In questions 1-9 X is the Poisson variable.

Question 1

Define X and derive the population mean and population variance of the sum S_{n}=\sum_{i=1}^{n}X_{i} where X_{i} is an i.i.d. sample from X.

Answer. X is defined by P\left( X=x\right) =e^{-\lambda }\frac{\lambda ^{x}}{x!},\  x=0,1,... Using EX=\lambda and Var\left( X\right) =\lambda (ST2133 p.80) we have

ES_{n}=\sum EX_{i}=n\lambda , Var\left( S_{n}\right) =\sum V\left(  X_{i}\right) =n\lambda

(by independence and identical distribution). [Some students derived EX=\lambda , Var\left( X\right) =\lambda instead of respective equations for sample means].

Question 2

Derive the MGF of the standardized sample mean.

Answer.
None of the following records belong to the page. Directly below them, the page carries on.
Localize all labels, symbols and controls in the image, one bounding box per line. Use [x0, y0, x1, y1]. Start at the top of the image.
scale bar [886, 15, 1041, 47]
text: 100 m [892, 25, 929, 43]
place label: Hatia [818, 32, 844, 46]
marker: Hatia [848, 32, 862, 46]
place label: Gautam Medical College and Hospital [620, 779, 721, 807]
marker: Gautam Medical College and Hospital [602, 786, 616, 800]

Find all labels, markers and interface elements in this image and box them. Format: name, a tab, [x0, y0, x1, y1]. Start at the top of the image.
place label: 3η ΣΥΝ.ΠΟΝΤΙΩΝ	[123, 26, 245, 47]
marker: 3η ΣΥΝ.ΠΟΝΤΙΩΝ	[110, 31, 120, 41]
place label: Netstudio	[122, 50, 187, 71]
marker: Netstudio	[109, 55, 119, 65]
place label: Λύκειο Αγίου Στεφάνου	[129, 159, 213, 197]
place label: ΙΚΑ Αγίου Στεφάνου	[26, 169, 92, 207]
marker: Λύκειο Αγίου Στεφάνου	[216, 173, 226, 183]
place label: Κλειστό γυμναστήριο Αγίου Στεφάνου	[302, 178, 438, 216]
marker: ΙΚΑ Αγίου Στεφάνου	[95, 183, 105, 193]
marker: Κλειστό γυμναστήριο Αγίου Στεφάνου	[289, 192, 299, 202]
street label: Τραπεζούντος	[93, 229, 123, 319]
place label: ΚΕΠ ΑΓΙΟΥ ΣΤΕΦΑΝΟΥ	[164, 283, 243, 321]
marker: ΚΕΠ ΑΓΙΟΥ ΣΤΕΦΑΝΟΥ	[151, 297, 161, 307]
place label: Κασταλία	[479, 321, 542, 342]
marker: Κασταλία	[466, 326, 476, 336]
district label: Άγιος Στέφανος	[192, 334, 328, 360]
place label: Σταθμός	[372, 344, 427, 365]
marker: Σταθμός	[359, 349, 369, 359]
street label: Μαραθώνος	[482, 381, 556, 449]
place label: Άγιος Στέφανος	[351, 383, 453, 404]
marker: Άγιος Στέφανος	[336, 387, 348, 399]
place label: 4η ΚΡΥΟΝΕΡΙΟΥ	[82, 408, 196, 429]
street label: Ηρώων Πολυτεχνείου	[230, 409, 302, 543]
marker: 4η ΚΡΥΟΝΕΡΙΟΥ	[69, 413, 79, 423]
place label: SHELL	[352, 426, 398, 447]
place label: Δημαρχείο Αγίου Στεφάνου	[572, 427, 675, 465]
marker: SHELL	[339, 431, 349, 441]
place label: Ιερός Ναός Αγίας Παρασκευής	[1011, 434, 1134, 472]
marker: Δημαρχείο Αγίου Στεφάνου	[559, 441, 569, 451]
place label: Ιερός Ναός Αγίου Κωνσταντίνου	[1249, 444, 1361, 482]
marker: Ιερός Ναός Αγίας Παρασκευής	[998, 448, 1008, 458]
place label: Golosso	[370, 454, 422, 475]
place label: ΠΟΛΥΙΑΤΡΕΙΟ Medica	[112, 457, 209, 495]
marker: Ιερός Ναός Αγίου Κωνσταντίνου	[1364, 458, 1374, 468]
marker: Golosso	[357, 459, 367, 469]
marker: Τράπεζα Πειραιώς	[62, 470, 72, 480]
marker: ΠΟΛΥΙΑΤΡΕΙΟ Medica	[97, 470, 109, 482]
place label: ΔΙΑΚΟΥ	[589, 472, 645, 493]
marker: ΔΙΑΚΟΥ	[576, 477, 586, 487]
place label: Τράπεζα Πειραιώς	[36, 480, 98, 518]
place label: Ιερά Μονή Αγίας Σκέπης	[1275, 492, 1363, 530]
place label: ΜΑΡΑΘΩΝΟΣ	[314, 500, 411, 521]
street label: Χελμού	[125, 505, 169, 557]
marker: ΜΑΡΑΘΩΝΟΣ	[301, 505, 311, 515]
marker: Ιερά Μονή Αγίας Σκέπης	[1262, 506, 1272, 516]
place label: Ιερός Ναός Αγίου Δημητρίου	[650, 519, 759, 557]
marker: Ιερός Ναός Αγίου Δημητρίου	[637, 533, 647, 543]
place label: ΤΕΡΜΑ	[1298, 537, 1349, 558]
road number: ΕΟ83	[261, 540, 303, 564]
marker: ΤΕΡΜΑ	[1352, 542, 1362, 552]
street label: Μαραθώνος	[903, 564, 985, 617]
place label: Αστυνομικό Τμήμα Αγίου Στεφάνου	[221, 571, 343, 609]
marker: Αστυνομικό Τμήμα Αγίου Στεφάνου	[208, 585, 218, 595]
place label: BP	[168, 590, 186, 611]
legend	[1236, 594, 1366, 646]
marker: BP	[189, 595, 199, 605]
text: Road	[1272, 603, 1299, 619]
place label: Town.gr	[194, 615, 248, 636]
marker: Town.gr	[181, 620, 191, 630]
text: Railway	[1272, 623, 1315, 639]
Knowing this derivation is a must because it is a combination of three important facts.

a) Let z_{n}=\frac{\bar{X}-E\bar{X}}{\sigma \left( \bar{X}\right) }. Then z_{n}=\frac{nS_{n}-EnS_{n}}{\sigma \left( nS_{n}\right) }=\frac{S_{n}-ES_{n}  }{\sigma \left( S_{n}\right) }, so standardizing \bar{X} and S_{n} gives the same result.

b) The MGF of S_{n} is expressed through the MGF of X:

M_{S_{n}}\left( t\right)  =Ee^{S_{n}t}=Ee^{X_{1}t+...+X_{n}t}=Ee^{X_{1}t}...e^{X_{n}t}=

(independence) =Ee^{X_{1}t}...Ee^{X_{n}t}= (identical distribution) =\left[ M_{X}\left( t\right) \right] ^{n}.

c) If X is a linear transformation of Y, X=a+bY, then

M_{X}\left( t\right) =Ee^{X}=Ee^{\left( a+bY\right) t}=e^{at}Ee^{Y\left(  bt\right) }=e^{at}M_{Y}\left( bt\right) .

When answering the question we assume any i.i.d. sample from a population with mean \mu and population variance \sigma ^{2}:

Putting in c) a=-\frac{ES_{n}}{\sigma \left( S_{n}\right) }, b=\frac{1}{\sigma \left( S_{n}\right) } and using a) we get

M_{z_{n}}\left( t\right) =E\exp \left( \frac{S_{n}-ES_{n}}{\sigma \left(  S_{n}\right) }t\right) =e^{-ES_{n}t/\sigma \left( S_{n}\right)  }M_{S_{n}}\left( t/\sigma \left( S_{n}\right) \right)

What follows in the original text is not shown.